The main three signals are:
1. Bias/offset/pedestal signal - a small constant signal added by the sensor circuits to every exposure to make sure the final number can't become negative.
2. Dark current signal - electrons leaking into the "pixels" over time which is accelerated greatly by higher sensor temperatures. This is why serious astrocameras are both chilled and temperature regulated (to keep the variation down).
3. Light signal - all the actual photons your sensor detects (or in the case of Vigenetting, photons it fails to detect but can be measured/modeled). This includes:
+ The actual object you want to observe
+ Cosmic rays
+ Vigenetting, dust bunnies, etc.
+ Zodiacal light
+ Air glow/Aurora
+ Atmospheric dispersion of light sources
+ Reflections/dispersion due to (nearby or not) light sources reaching the sensor even though they shouldn't due to the properties of the optics
+ Light pollution
+ Aircraft and satellite trails
+ other stuff I forgot to mention

In serious astrocameras the digital output has a "unity" gain, this means that the ADU (Analog-Digital Units), more commonly known as the pixel value, is equal to the the number of electrons detected from all sources. Only the electrons from 3 are actually due to photons and you'd ideally want to avoid having to bother with both the spurious electrons from case 1/2 and many of the photons (you are after all only interested in the photons from the objects you want to observe) from case 3.

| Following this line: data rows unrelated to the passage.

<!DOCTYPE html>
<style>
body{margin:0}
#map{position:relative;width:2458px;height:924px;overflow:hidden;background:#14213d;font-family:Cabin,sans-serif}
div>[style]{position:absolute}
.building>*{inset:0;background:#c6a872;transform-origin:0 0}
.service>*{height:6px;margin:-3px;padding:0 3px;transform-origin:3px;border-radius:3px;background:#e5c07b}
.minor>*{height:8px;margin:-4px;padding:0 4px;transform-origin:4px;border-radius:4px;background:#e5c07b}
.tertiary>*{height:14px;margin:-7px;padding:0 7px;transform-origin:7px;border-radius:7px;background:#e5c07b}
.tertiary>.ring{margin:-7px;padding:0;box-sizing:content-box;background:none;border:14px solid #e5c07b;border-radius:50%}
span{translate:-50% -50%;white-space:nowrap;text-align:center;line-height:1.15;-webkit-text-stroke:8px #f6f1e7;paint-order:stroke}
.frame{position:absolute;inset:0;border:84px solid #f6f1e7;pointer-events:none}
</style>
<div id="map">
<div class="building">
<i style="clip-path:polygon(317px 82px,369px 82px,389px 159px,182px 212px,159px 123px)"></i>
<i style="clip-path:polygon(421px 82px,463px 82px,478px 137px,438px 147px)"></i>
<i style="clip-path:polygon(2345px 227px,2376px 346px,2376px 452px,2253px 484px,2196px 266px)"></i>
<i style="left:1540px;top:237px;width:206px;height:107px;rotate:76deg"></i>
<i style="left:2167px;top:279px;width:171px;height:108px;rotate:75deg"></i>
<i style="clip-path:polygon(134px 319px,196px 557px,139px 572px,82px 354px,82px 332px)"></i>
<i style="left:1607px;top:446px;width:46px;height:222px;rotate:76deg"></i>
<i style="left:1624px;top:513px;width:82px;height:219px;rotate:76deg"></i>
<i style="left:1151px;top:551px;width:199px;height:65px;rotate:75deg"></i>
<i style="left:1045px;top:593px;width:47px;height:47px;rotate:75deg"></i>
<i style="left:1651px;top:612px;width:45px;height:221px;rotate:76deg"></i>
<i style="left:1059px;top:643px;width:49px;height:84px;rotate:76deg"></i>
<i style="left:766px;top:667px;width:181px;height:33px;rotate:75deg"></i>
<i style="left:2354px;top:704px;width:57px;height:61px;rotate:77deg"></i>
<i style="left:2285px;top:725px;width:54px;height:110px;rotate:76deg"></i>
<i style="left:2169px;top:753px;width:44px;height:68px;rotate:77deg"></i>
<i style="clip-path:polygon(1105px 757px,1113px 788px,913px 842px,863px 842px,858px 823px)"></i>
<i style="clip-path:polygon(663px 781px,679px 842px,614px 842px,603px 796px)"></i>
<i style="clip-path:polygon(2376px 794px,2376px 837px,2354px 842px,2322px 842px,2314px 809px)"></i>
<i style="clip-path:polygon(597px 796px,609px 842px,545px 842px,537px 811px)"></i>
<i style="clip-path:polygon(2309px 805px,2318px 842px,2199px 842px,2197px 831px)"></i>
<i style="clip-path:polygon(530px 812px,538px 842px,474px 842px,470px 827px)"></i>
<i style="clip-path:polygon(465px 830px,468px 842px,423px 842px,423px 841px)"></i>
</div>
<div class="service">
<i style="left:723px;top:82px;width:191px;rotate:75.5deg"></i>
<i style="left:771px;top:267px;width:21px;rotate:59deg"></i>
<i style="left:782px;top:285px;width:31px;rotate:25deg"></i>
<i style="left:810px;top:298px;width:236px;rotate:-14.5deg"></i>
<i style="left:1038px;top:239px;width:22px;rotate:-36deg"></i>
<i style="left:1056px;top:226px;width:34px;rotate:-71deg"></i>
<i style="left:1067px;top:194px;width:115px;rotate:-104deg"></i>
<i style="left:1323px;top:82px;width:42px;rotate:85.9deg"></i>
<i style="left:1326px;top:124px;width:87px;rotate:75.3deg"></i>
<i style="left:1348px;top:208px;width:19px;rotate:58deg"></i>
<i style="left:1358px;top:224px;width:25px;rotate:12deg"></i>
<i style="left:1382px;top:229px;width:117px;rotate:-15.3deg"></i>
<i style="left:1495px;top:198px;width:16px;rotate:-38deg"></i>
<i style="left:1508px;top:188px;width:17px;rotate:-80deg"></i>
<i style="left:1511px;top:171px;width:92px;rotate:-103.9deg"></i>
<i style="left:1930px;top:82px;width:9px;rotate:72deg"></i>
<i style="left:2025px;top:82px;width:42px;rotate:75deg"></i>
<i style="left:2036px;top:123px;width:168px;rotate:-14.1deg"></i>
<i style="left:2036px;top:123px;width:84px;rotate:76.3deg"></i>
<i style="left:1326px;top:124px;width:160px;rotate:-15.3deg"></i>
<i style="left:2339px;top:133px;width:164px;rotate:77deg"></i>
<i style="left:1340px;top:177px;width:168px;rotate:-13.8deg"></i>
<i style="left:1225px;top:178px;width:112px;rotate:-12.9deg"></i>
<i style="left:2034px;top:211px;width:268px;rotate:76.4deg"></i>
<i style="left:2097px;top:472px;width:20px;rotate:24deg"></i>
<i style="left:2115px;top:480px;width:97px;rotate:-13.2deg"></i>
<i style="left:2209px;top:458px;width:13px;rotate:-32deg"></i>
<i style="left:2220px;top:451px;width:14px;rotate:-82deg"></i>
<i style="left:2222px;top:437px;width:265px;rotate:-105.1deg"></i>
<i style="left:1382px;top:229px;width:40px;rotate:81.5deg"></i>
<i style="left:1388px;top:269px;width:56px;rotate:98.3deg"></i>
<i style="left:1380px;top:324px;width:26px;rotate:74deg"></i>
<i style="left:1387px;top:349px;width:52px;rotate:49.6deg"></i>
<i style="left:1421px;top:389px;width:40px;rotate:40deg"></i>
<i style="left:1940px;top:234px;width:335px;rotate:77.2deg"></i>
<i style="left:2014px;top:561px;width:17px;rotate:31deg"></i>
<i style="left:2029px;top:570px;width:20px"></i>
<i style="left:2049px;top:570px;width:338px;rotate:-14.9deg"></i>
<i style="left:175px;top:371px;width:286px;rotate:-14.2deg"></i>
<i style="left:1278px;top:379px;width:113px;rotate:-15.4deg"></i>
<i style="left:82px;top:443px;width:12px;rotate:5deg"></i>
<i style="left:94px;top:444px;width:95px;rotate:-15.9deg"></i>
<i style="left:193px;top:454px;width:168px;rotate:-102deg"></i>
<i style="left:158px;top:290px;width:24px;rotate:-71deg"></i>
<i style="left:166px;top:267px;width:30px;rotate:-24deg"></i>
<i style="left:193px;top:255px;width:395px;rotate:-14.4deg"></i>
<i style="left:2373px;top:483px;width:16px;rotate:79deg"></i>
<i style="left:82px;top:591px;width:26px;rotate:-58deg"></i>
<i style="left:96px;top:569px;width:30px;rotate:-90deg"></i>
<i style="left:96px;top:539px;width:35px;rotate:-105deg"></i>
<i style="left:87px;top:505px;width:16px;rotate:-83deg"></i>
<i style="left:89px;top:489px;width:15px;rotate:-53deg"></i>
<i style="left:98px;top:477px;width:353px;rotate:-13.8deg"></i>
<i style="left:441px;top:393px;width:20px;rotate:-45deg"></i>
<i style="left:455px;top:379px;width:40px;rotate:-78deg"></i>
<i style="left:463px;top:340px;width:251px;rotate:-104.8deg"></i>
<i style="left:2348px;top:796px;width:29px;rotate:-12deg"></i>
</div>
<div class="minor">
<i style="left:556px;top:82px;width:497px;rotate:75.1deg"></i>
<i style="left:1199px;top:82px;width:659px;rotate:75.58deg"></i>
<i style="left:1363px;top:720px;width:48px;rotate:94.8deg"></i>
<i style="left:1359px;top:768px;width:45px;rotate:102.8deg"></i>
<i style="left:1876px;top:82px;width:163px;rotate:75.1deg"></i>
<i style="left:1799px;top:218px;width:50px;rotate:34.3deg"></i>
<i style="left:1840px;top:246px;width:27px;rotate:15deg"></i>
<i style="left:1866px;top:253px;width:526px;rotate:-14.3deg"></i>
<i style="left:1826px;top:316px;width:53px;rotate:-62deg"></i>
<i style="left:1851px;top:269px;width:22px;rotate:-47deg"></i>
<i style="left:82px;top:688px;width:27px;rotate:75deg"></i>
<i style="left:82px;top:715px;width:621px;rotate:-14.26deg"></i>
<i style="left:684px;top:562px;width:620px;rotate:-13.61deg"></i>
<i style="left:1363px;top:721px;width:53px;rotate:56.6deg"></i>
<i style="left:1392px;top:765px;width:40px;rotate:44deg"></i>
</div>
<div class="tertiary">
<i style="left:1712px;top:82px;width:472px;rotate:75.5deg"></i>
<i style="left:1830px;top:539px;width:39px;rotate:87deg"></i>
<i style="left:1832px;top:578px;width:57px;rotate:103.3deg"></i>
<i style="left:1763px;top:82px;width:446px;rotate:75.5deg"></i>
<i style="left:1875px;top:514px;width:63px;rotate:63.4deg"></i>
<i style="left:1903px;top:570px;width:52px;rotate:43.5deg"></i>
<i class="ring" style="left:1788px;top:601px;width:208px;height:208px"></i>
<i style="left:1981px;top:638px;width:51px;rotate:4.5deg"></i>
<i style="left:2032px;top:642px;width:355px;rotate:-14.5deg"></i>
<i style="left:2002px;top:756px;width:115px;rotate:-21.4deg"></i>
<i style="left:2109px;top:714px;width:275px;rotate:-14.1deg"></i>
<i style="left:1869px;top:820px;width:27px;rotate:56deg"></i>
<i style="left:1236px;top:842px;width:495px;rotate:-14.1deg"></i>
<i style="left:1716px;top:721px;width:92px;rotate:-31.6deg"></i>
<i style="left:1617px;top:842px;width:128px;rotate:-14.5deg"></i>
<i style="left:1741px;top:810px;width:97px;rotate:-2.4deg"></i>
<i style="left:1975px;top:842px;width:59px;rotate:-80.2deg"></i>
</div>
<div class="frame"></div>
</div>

There are limits in what we can do to avoid detecting the spurious electrons from 1 and 2 but in most relevant cases 1 only matters if your exposures are too short (and the signal but not the noise can be removed using bias frames) and 2 can be limited by cooling the sensor and if the temperature is steady you can easily remove the signal (but again not the noise) by using dark frame subtraction.

For case 3 some of the signals can be reduced (and thus their inherent noise) by placing the telescope in the right spot (say high and dark), taking the image at the right time (no moon overhead, no aurora), using filters (very narrow-band filters works even from some of the most light polluted areas (I've seen amazing narrow-band images from amateurs in Rome and Athens)), etc. If the signal you want to avoid ever hits the sensor the best you might be able to do is to measure or model it (flat frames, background subtraction, etc.) but then you are again left with removing just the signal and not the noise.

The techniques used to stack sub-exposures (average, median, Sigma-Kappa, etc.) then also have a impact on how the noise and spurious signals are controlled.

Last edited: May 22, 2018
23. May 22, 2018

### davenn

Drakkith and you have said this several times and I really cannot make sense of what you are driving at ??
You are not defining what you mean by the difference in terms of signal and noise
How can you remove signal without removing the noise ? The noise IS a signal, just an unwanted one

24. May 22, 2018

### glappkaeft

Again:
All relevant signals when it comes digital sensors in astronomy are modeled as stochastic processes with a Poisson distribution. This means that the signal is equal to the number of photons/electrons detected by the sensor (this relates to the Nobel Price Einstein did receive on the photoelectric effect) and the noise is thus equal the square root of the signal (in statistics terms the noise is the variance of the signal).

25. May 22, 2018

### glappkaeft

If this is enough you really need to look into the math of signal processing or at least a beginners book on astrophotography like "Making Every Photon Count" or similar. Just like kilograms and Newtons the terms signal and noise has precise technical definitions.

The area involves mostly some specialized university level statistics (statistical processes), some knowledge about the workings of the photo electric effect and the design of digital senors and some rather basic signal processing. Still it is a much to large field to summarize in just a few pages. If you can read Swedish I have a summery on astronet.se of what I perceive as the absolute basic concepts.